Odd errors after restoring couchdb onto new chef server


#1

hi. i’m trying to retire one chef server, and create a new one by loading
couchdb backups from the old one. i’m taking the restored chef server
for a spin and seeing odd errors. i’d like to ask about two things here:

  1. previous knife search results are no longer present on new server

  2. wierd errors running a chef-client against new server, like:

it makes me wonder if my couchdb load is borked. i do pass to couchdb-load
"–ignore-errors" because it won’t load without that … :>

the first question:

here’s the old chef server i’m attempting to retire. i do indeed get
results from this query:

[cheftain02-auw2p chef-repo]$ knife search node ‘role:postfix-server’ | grep ^Node
Node Name: admin1.venus.spergacula.com
Node Name: admin2.venus.spergacula.com

new chef server which was restored from the old one’s couchdb:

[cheftain04-auw2p chef-repo]$ knife search node 'role:postfix-server’
0 items found

… nothing. why?

the second question involves lots of debugging output, seen here:

this gist shows me trying to run cheftain04 as a chef-client against
itself. doing this worked for me on the old server, cheftain02.

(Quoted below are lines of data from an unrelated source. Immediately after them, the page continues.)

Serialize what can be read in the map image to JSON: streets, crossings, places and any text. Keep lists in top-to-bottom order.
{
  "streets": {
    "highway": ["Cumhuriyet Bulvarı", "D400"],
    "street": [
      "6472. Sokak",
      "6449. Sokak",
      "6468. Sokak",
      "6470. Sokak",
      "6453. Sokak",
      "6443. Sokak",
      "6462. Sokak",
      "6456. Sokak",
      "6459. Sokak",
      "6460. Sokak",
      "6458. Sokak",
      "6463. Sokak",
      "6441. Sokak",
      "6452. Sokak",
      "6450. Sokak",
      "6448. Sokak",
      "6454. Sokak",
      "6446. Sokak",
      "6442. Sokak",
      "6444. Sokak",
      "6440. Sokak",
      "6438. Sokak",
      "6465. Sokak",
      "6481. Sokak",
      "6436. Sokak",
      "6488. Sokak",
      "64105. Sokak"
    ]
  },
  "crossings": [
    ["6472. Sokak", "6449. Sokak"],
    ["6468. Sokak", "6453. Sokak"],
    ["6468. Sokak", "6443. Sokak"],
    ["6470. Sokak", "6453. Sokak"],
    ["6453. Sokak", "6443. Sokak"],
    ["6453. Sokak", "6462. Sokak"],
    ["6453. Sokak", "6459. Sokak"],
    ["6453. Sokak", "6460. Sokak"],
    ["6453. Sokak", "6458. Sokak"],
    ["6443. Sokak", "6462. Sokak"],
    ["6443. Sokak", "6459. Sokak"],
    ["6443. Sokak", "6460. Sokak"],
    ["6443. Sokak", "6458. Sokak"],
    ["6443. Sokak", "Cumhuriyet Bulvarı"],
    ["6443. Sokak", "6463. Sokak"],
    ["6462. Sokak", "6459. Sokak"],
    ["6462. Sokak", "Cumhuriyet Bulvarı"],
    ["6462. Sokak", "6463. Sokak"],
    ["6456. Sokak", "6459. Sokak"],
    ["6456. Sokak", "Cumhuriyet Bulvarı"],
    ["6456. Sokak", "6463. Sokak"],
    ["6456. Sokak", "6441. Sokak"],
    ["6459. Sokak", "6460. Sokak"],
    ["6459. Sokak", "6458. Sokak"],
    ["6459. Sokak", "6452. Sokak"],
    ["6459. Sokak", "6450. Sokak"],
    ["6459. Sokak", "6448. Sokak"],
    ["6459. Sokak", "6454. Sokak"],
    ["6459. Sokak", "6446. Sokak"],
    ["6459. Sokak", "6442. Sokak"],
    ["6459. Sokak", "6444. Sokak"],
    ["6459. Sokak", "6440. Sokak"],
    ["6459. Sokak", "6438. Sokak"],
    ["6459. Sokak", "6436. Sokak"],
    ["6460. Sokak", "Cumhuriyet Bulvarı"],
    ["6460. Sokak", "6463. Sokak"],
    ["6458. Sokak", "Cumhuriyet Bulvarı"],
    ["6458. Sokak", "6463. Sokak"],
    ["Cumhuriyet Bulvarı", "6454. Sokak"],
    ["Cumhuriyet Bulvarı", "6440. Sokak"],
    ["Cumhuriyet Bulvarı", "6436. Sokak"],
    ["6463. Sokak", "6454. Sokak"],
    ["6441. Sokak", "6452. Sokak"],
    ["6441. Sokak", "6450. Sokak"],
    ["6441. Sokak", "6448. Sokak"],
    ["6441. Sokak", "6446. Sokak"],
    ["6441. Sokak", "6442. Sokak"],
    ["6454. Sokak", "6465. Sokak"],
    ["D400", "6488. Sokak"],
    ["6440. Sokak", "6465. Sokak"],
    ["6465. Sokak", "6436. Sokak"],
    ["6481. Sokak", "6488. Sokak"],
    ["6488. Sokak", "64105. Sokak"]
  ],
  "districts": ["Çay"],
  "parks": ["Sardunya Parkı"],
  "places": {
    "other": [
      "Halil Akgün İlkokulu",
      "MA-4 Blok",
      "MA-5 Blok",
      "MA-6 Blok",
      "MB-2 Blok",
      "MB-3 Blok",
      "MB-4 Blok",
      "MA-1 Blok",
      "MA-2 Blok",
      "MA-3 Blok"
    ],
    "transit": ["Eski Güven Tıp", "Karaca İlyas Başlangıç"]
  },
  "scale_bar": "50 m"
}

any idea why i’m seeing the 2 kinds of errors therein?

ERROR: Server returned error for https://chef.venus.spergacula.com/cookbooks/users/1.0.0/files/[snip]

and

[Fri, 24 Feb 2012 21:55:03 +0000] DEBUG: Re-raising exception: EOFError - cookbook_file[/home/billeh/.ssh/known_hosts] (users::user-file-dist line 49) had an error: EOFError: end of file reached

i note that i was able to successfully run a different chef-client
against the new chef server successfully (after i disabled something
in a recipe that relied on search results that are currently missing).

thanks much,
kallen


#2

On 25 February 2012 11:28, kallen@groknaut.net wrote:

hi. i’m trying to retire one chef server, and create a new one by loading
couchdb backups from the old one. i’m taking the restored chef server
for a spin and seeing odd errors. i’d like to ask about two things here:

  1. previous knife search results are no longer present on new server

you have to rebuild the index (solr), knife index rebuild

  1. wierd errors running a chef-client against new server, like:

did you copy the upload/copy the cookbooks to the new server? are they
in the file cache? Kind of looks like couchdb has information about
the files, but the files aren’t on the chef-server file system (hazard
guess)

–AJ

it makes me wonder if my couchdb load is borked. i do pass to couchdb-load
"–ignore-errors" because it won’t load without that … :>

the first question:

here’s the old chef server i’m attempting to retire. i do indeed get
results from this query:

[cheftain02-auw2p chef-repo]$ knife search node ‘role:postfix-server’ | grep ^Node
Node Name: admin1.venus.spergacula.com
Node Name: admin2.venus.spergacula.com

new chef server which was restored from the old one’s couchdb:

[cheftain04-auw2p chef-repo]$ knife search node 'role:postfix-server’
0 items found

… nothing. why?

the second question involves lots of debugging output, seen here:
https://gist.github.com/1904175

this gist shows me trying to run cheftain04 as a chef-client against
itself. doing this worked for me on the old server, cheftain02.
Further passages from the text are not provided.